There are some exceptions. Dr. Strangelove embraces the bomb’s total annihilative capacity. I Am Legend (the book) breaks the post-apocalyptic rules. But for the most part, we can rest assured that humanity will survive whatever apocalypse may come.
The train at the end of the world
Snowpiercer sits comfortably within these rules. In the film—which is directed by the South Korean filmmaker Joon-ho Bong and adapted from the French graphic novel, Transperceneige—humanity hangs by a thread after a last-ditch effort to counter the effects of climate change (though geoengineering fails catastrophically). The earth is now in a new ice age, one so severe that life is impossible on the planet’s surface. The world has become as silent and barren as an alien landscape. Billions of lives are lost.
Yet humanity has not fully perished. Technology has failed to save the planet, but it has saved remnants of life who are carried on an ever-running, nuclear-powered, mile-long train called the Snowpiercer. The Snowpiercer runs on a 24,000-mile circuit covering earth’s frozen continents. One round-trip equals one year; it has made 18 trips.
“These stories let us imagine being suddenly forced out of our comfort zone and into something far more heroic.”
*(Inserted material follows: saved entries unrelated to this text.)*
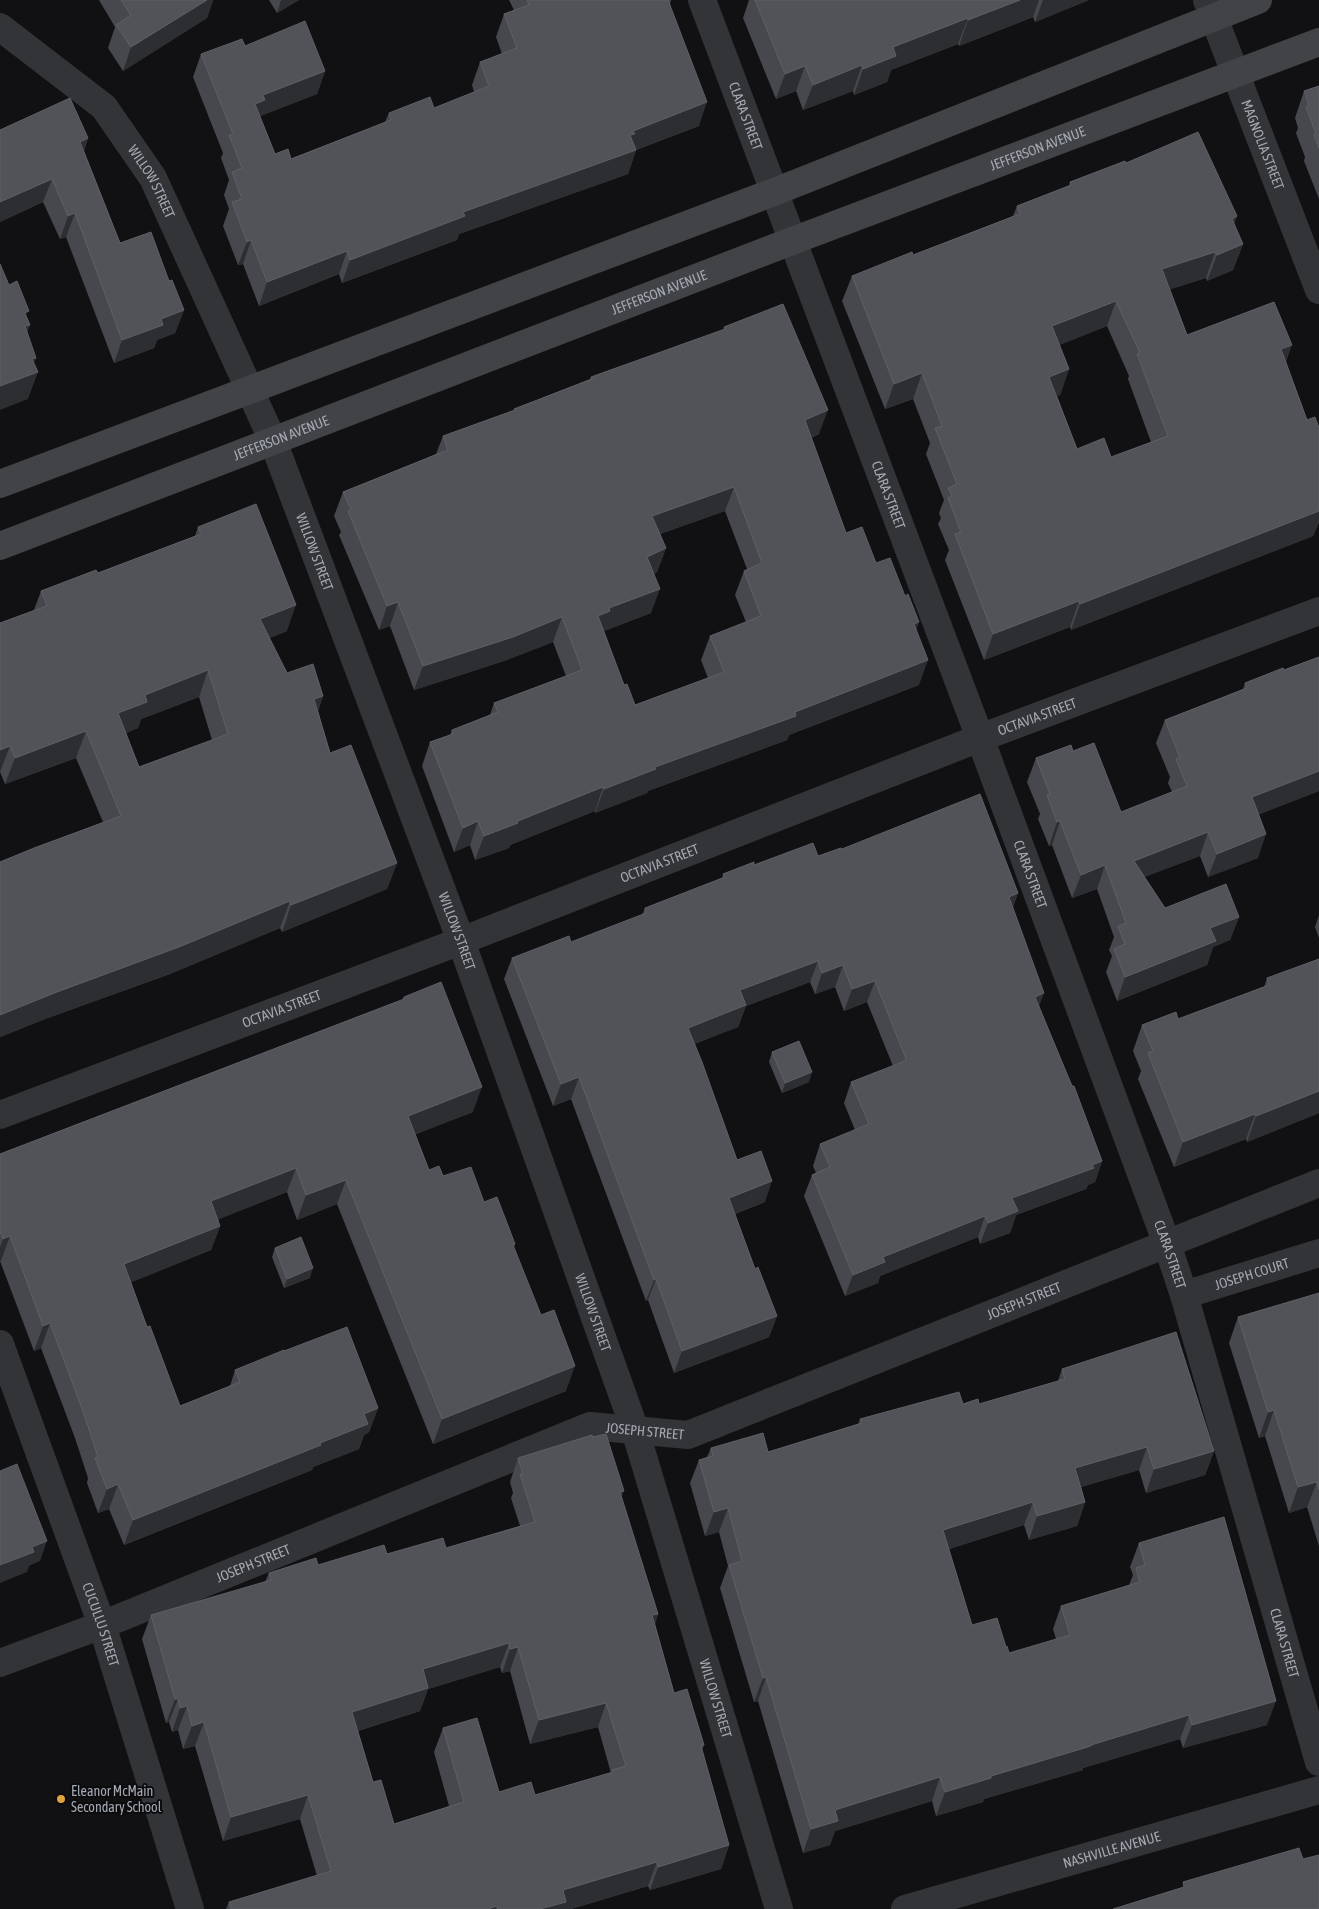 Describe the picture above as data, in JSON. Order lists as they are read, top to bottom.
{
  "streets": {
    "street": [
      "CLARA STREET",
      "MAGNOLIA STREET",
      "JEFFERSON AVENUE",
      "WILLOW STREET",
      "OCTAVIA STREET",
      "JOSEPH COURT",
      "JOSEPH STREET",
      "CUCULLU STREET",
      "NASHVILLE AVENUE"
    ]
  },
  "crossings": [
    ["CLARA STREET", "JEFFERSON AVENUE"],
    ["CLARA STREET", "OCTAVIA STREET"],
    ["CLARA STREET", "JOSEPH COURT"],
    ["CLARA STREET", "JOSEPH STREET"],
    ["MAGNOLIA STREET", "JEFFERSON AVENUE"],
    ["JEFFERSON AVENUE", "WILLOW STREET"],
    ["WILLOW STREET", "OCTAVIA STREET"],
    ["WILLOW STREET", "JOSEPH STREET"],
    ["JOSEPH STREET", "CUCULLU STREET"]
  ],
  "places": ["Eleanor McMain Secondary School"]
} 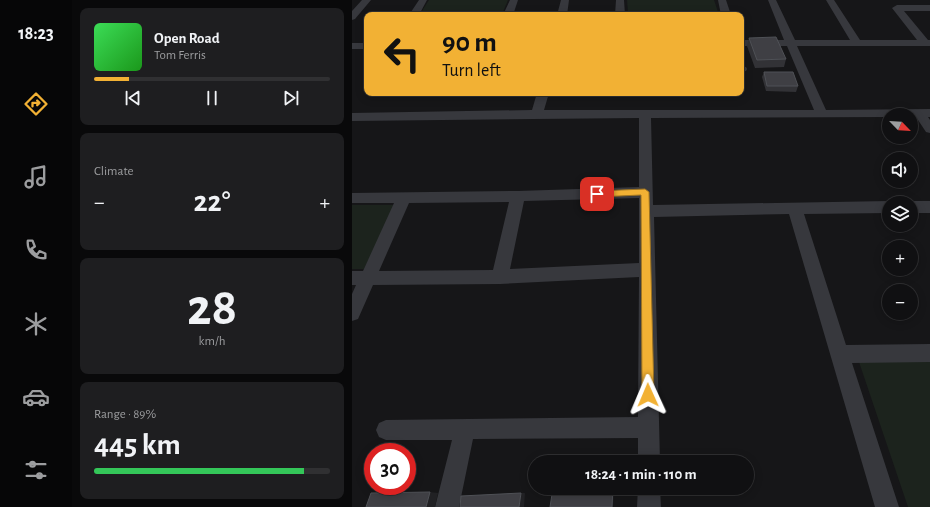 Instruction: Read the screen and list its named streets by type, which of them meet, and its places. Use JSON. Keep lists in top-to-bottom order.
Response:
{
  "north": "bottom right",
  "page": {
    "tabs": "18:23",
    "turn": ["90 m", "Turn left"],
    "song": ["Open Road", "Tom Ferris"],
    "map_buttons": ["+", "−"],
    "tile": [
      "Climate",
      ["28", "km/h"],
      ["Range · 89%", "445 km"]
    ],
    "heat": ["−", "22°", "+"],
    "limit": "30",
    "trip": "18:24 · 1 min · 110 m"
  }
} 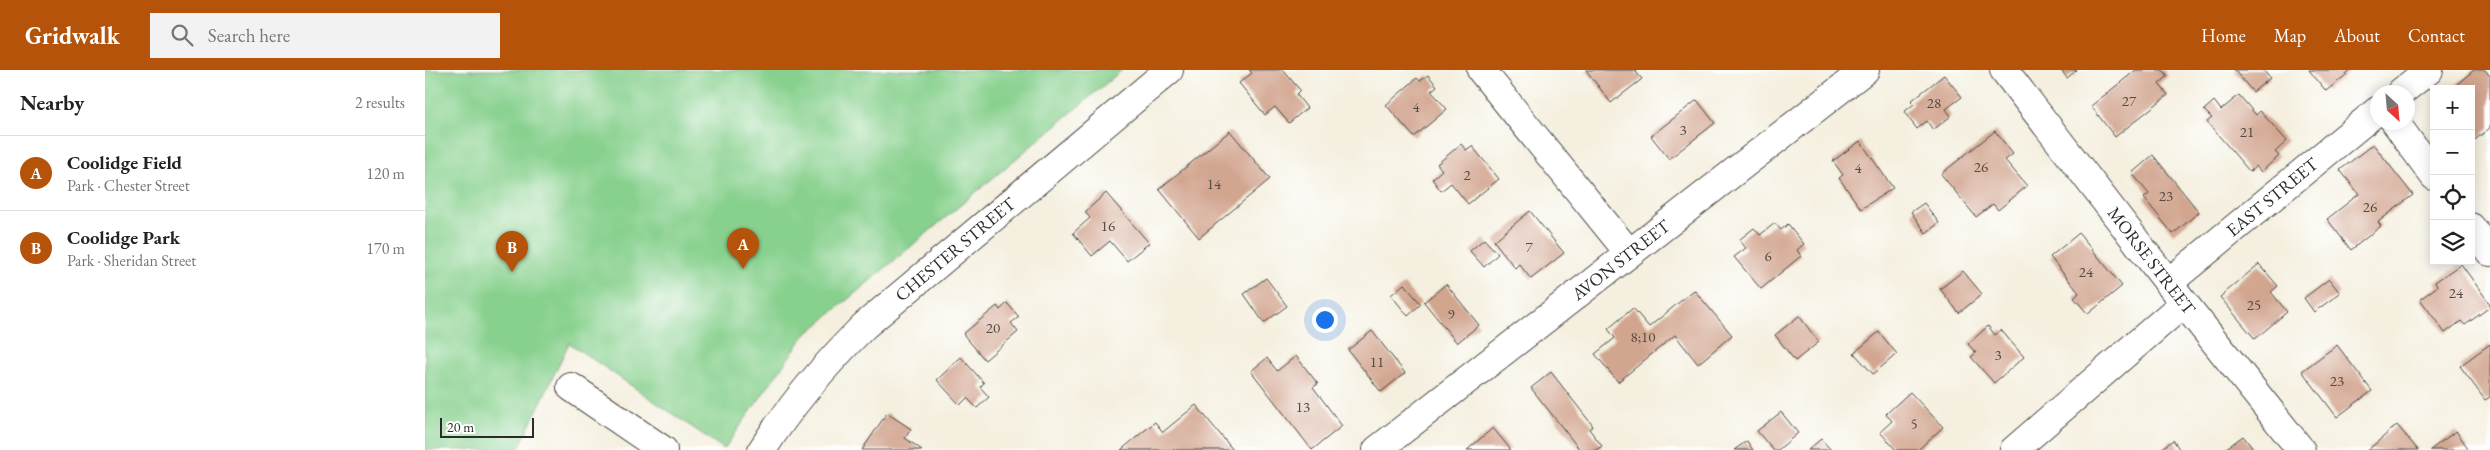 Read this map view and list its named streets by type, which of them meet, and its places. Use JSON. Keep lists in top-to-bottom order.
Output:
{
  "streets": {
    "street": [
      "EAST STREET",
      "CHESTER STREET",
      "AVON STREET",
      "MORSE STREET"
    ]
  },
  "crossings": [
    ["EAST STREET", "MORSE STREET"]
  ],
  "house_numbers": [
    "27",
    "28",
    "4",
    "3",
    "21",
    "26",
    "4",
    "2",
    "14",
    "23",
    "26",
    "16",
    "7",
    "6",
    "24",
    "24",
    "25",
    "9",
    "20",
    "8;10",
    "3",
    "11",
    "23",
    "13",
    "5"
  ],
  "scale_bar": "20 m",
  "north": "bottom right",
  "page": {
    "header": "Gridwalk",
    "search": "Search here",
    "nav": [
      "Home",
      "Map",
      "About",
      "Contact"
    ],
    "heading": ["Nearby", "2 results"],
    "map_buttons": ["+", "−"],
    "list": [
      {
        "mark": "A",
        "name": "Coolidge Field",
        "note": "Park · Chester Street",
        "value": "120 m"
      },
      {
        "mark": "B",
        "name": "Coolidge Park",
        "note": "Park · Sheridan Street",
        "value": "170 m"
      }
    ],
    "pins": ["A", "B"],
    "scale": "20 m"
  }
} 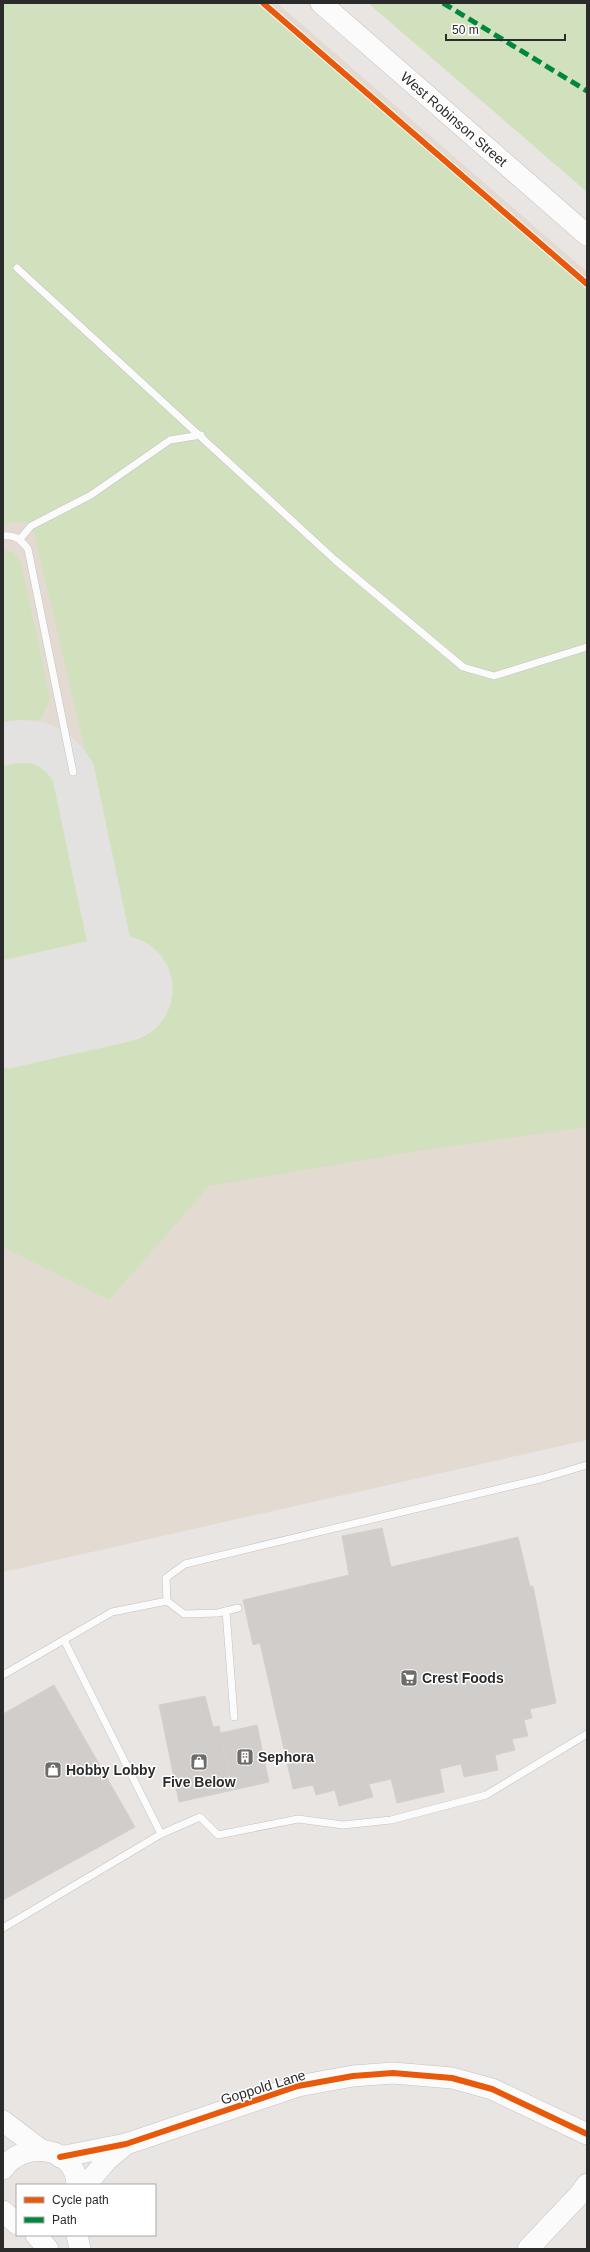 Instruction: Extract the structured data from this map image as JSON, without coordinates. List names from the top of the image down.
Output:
{
  "streets": {
    "street": ["West Robinson Street", "Goppold Lane"]
  },
  "places": {
    "supermarket": ["Crest Foods"],
    "building": ["Sephora"],
    "shop": ["Five Below", "Hobby Lobby"]
  },
  "legend": ["Cycle path", "Path"],
  "scale_bar": "50 m"
} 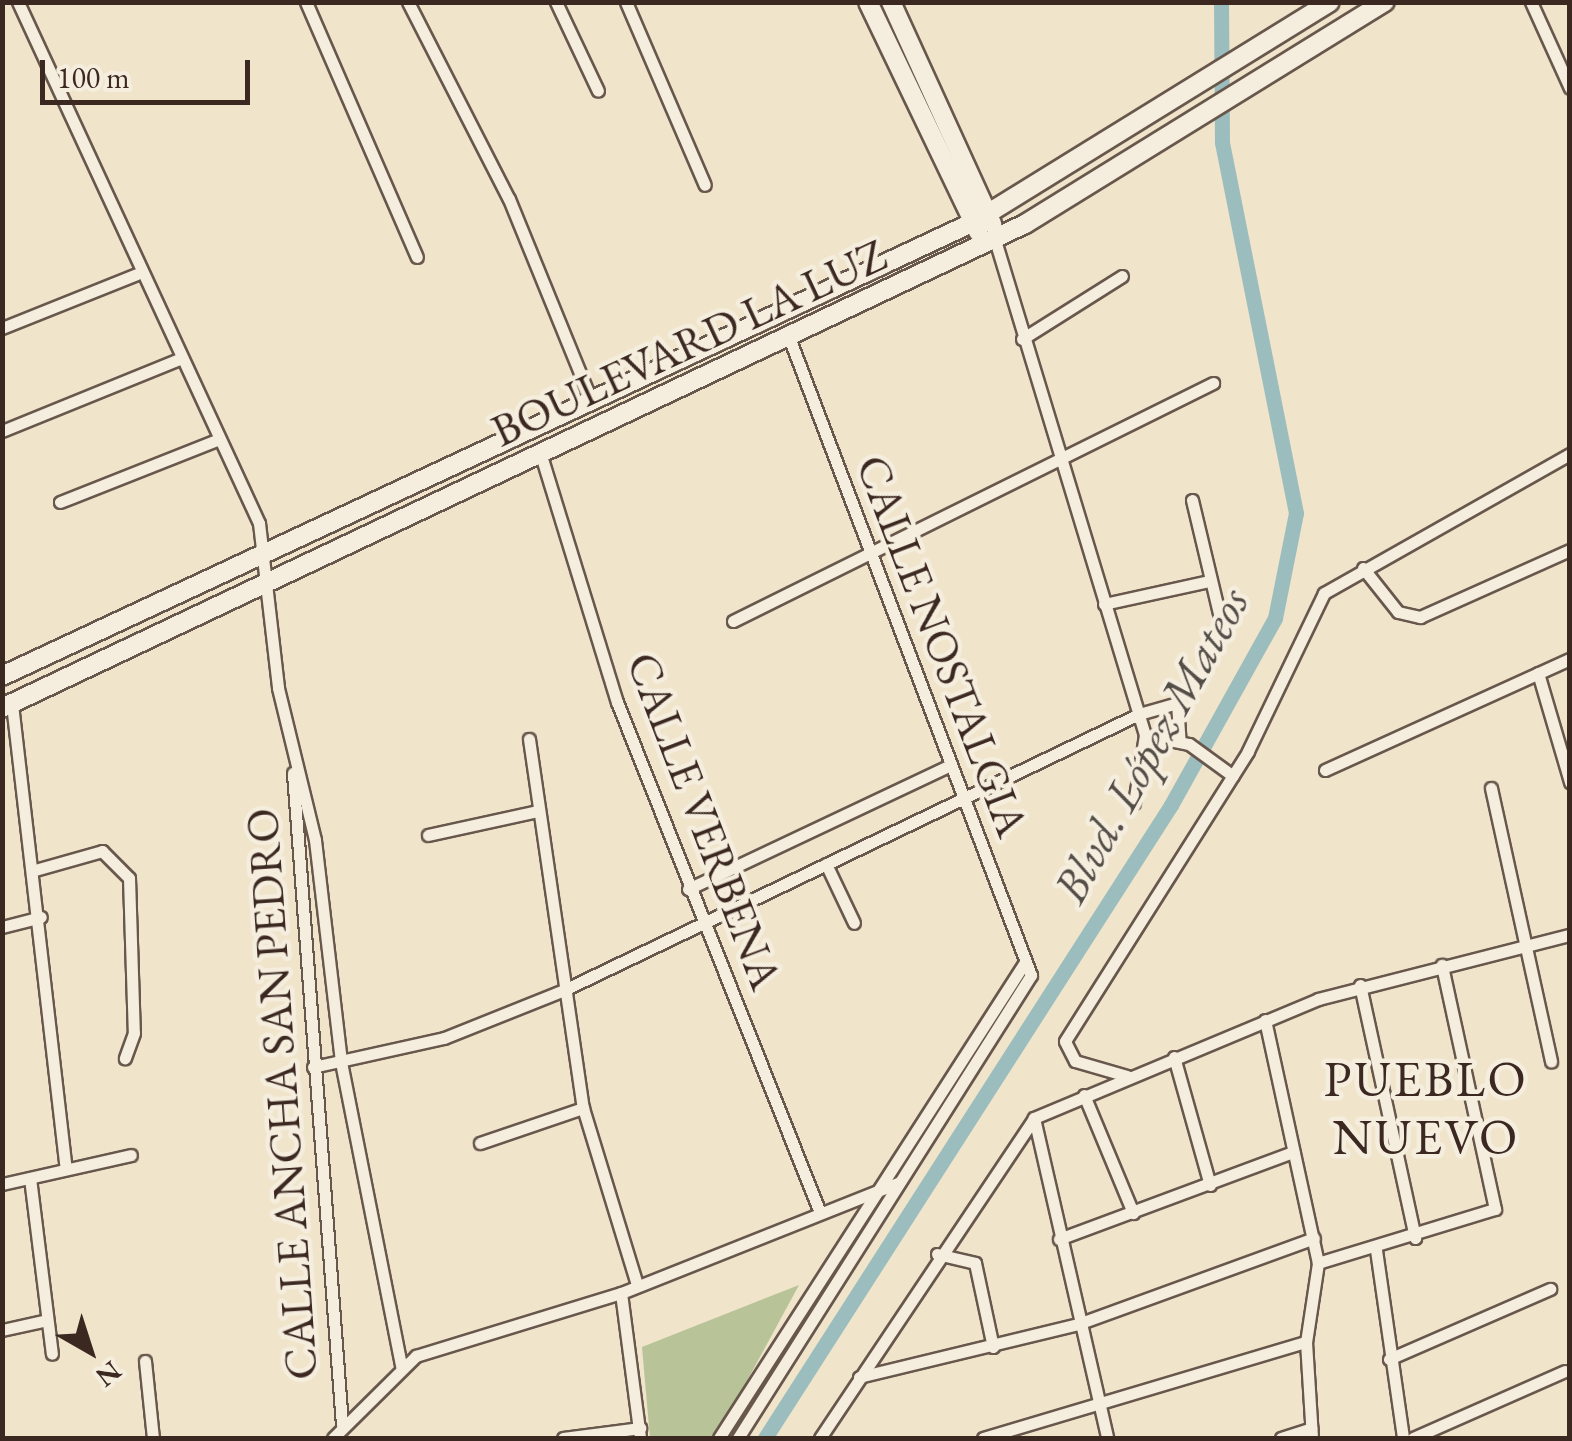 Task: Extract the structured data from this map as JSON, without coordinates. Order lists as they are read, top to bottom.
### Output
{
  "streets": {
    "main road": ["BOULEVARD LA LUZ"],
    "street": ["CALLE NOSTALGIA", "CALLE VERBENA", "CALLE ANCHA SAN PEDRO"]
  },
  "crossings": [
    ["BOULEVARD LA LUZ", "CALLE NOSTALGIA"],
    ["BOULEVARD LA LUZ", "CALLE VERBENA"],
    ["BOULEVARD LA LUZ", "CALLE ANCHA SAN PEDRO"]
  ],
  "districts": ["PUEBLO NUEVO"],
  "water": ["Blvd. López Mateos"],
  "scale_bar": "100 m",
  "north": "bottom right"
}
Inside the tin-can cars of the Snowpiercer, a new and brutal society has formed. The front end of the train houses the wealthy elite, who dine on steaks and have entire cars dedicated to spas, dance clubs, beauty salons, and even a colorful kindergarten class taught by a young teacher who is pregnant and all smiles. She leads the kids in songs that are at once uplifting and horrible. “What happens if the engine stops?” she sings in an upbeat tempo. “We all freeze and die!” respond the children, unaware of the horrible realities underway just a few cars behind them.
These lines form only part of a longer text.